Fix - Invalid Guest on Virtual Center

December 9, 2008

After encountering an ESX host problem the other night, I ran into an issue today with a VM guest showing up as “invalid” in virtual center. I was able to bring the guest back into VC without taking an outage by doing the following procedures.

First some background.

Due to circumstances still being investigated, the console of an ESX box froze disconnecting it from virtual center. All of the guests (approximately 40) on the host were still available and running, but VMware support confirmed that the state of the server was so degragated that it would require a reboot of the host and thus an outage of all the guests on it to fix. Since the ESX box is in an HA cluster, after some necessary VM guest applications were shut down the ESX box was rebooted and HA promptly brought up the guest VM’s onto other hosts in the cluster. All the guests affected were then checked out and appeared fine.

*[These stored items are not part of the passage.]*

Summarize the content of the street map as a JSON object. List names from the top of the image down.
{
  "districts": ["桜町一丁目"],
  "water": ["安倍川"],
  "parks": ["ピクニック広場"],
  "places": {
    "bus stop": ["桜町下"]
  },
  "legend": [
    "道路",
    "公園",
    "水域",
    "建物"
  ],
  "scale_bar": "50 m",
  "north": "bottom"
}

Thinking I was in the clear, today I noticed one of the affected VM’s icon in Virtual center appeared as blue and was italicized with the words “(invalid)” added after the vm name. Knowing that I had successfully started and checked this particular vm the night before, I was needless to say confused.

First things first, since the VM was a Linux guest I tried to ssh to the guest to see if it was still running. Luckily, I was able to log in to the VM and everything looked normal. Next, I logged onto the ESX host console that this VM had last been registered to and issued a vmware-cmd -l. There was no entry for the invalid VM so to double check I issued a ps -axf | grep -i and found that there was indeed a process running for the vm in question on this particular ESX host.

I decided to try to re-add the VM into VC manually by first removing the invalid guest from inventory in VC and then re-adding it by browsing to the .vmx file. To do this, I clicked on the ESX host in VC and on the summary tab double click on the data store that the .vmx file for this vm lives on. You can then browse to the directory for the vm guest and should be able to right-click the .vmx file and choose the “Add to inventory” option. I say should be able to because in this particular instance that option was grayed out and not selectable.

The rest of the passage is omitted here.